TASK PROMPT: Determine how many lines in the records hold "Baru", then give that number by itself.

GIVEN RECORDS:
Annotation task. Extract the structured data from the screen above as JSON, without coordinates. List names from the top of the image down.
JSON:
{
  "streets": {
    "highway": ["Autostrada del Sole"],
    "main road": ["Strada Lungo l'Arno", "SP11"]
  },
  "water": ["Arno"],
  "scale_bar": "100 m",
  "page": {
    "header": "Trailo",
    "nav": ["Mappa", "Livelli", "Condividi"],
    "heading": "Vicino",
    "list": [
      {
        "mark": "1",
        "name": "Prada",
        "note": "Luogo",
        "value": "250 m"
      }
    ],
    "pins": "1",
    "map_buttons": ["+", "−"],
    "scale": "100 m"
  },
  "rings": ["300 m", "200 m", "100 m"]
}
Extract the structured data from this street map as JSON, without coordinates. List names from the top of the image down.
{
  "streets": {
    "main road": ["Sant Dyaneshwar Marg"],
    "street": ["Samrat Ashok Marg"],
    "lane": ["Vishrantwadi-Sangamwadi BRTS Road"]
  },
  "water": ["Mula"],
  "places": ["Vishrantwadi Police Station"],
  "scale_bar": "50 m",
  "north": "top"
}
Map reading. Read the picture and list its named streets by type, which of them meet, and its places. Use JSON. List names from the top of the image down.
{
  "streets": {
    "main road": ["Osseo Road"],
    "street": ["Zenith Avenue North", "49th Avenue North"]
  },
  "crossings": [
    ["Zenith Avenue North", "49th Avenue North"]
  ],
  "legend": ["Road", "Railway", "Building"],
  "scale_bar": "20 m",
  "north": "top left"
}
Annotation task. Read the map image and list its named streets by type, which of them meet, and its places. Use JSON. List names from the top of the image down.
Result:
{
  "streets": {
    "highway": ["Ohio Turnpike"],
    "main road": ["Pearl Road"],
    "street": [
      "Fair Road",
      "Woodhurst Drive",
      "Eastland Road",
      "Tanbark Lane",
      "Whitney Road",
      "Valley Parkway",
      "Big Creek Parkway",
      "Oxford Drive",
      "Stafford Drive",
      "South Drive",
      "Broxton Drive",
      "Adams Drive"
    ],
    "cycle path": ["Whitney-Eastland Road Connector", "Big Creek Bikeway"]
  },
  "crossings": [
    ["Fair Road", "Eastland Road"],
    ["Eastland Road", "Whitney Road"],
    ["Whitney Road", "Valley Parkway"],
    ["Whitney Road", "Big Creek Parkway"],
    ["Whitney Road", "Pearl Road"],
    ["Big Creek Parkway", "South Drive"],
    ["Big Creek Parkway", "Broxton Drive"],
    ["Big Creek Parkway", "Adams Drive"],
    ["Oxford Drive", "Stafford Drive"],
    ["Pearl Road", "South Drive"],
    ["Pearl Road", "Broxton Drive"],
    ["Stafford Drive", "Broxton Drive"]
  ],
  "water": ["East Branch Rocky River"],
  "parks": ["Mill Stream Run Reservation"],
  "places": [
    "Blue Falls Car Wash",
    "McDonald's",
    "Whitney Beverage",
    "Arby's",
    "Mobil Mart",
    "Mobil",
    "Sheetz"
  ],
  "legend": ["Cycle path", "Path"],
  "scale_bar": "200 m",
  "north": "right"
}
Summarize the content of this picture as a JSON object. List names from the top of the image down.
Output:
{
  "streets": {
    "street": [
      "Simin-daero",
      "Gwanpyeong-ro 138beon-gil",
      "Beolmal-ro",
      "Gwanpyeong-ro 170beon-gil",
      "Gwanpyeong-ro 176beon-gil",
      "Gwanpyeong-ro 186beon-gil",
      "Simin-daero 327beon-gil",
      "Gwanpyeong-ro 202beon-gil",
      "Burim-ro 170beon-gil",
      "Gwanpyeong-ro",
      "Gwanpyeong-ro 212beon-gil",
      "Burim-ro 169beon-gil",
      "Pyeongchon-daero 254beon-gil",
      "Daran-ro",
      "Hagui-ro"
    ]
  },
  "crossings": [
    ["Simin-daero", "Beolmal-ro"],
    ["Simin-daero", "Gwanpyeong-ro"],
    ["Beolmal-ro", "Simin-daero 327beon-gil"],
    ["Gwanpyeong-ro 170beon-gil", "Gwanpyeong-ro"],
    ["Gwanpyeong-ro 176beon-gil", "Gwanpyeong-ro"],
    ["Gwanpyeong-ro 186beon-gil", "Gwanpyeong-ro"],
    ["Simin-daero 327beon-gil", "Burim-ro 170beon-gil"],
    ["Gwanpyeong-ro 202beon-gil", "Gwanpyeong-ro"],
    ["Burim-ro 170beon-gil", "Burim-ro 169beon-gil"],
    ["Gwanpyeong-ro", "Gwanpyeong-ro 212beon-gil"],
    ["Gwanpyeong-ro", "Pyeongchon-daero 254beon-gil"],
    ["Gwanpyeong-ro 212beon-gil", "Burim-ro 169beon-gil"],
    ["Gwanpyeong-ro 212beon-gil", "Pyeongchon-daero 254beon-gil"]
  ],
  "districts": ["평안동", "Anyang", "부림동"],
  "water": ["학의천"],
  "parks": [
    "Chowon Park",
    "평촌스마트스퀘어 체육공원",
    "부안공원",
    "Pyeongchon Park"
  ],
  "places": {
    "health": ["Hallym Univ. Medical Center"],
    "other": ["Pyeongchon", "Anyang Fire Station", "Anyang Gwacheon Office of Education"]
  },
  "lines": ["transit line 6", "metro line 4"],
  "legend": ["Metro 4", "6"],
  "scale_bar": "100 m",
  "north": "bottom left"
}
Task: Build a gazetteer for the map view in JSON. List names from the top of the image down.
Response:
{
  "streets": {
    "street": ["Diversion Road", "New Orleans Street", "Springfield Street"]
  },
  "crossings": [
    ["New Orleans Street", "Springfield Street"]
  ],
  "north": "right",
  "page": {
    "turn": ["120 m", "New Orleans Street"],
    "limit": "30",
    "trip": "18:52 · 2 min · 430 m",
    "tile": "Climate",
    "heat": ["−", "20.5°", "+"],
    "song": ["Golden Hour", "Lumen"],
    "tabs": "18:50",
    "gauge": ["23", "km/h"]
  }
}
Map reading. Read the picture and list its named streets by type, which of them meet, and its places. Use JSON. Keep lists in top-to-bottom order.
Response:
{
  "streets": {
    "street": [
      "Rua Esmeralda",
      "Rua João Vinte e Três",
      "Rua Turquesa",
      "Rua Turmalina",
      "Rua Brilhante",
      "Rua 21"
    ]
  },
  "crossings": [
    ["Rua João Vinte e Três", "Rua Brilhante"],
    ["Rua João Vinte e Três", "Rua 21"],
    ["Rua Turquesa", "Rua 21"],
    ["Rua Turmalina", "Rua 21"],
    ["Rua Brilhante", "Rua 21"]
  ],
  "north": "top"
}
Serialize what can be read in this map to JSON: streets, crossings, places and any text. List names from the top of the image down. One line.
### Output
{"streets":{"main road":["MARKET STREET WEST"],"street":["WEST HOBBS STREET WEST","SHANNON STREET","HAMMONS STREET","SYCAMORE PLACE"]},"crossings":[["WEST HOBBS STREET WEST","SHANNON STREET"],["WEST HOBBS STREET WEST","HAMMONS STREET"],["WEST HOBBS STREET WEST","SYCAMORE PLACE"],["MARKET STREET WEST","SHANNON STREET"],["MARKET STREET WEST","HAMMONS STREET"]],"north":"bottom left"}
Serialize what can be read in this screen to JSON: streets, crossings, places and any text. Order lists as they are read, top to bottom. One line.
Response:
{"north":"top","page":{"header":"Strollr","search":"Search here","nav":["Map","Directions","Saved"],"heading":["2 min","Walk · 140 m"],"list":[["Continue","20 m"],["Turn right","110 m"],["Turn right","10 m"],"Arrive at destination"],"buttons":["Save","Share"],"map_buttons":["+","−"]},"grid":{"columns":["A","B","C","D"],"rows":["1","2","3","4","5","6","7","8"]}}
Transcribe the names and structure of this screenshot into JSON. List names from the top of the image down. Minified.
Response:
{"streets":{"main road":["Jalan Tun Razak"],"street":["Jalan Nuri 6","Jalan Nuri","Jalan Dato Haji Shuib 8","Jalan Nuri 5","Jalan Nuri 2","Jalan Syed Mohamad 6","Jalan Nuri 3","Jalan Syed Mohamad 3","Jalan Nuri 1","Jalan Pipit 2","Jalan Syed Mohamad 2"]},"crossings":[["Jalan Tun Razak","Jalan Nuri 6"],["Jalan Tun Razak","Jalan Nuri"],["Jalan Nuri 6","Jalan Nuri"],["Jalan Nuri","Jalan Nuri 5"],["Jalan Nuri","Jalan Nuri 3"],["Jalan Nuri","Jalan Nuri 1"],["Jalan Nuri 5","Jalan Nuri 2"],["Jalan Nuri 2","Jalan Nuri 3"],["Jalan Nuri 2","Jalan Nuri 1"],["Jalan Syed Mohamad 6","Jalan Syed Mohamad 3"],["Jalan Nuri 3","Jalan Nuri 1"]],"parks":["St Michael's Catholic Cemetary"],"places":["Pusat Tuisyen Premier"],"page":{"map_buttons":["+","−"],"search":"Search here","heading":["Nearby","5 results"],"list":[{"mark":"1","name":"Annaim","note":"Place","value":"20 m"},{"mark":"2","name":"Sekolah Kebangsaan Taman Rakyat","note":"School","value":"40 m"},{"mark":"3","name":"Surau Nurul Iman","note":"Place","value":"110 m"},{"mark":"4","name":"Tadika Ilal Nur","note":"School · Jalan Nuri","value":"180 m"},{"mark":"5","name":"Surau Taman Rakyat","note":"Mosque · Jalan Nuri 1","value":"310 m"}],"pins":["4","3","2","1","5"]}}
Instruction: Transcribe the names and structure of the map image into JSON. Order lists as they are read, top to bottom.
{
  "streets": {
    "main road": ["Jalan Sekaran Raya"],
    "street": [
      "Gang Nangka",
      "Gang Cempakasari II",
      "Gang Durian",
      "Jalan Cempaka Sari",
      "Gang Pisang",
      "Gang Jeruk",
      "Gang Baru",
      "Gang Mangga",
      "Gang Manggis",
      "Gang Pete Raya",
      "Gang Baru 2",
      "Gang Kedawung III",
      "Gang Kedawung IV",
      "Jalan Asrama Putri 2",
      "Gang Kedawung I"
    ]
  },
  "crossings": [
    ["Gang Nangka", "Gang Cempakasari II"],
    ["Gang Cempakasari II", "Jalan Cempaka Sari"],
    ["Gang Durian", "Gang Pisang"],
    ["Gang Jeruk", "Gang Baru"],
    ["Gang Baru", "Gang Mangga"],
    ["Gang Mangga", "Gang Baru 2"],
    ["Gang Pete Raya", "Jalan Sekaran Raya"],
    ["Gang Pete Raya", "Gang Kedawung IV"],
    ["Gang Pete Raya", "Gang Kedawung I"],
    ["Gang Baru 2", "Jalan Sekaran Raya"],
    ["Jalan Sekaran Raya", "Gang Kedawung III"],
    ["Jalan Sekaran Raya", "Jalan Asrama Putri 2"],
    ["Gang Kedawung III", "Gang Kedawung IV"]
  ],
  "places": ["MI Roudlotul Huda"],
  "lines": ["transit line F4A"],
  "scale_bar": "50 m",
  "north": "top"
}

SOLVED EXERCISE: 6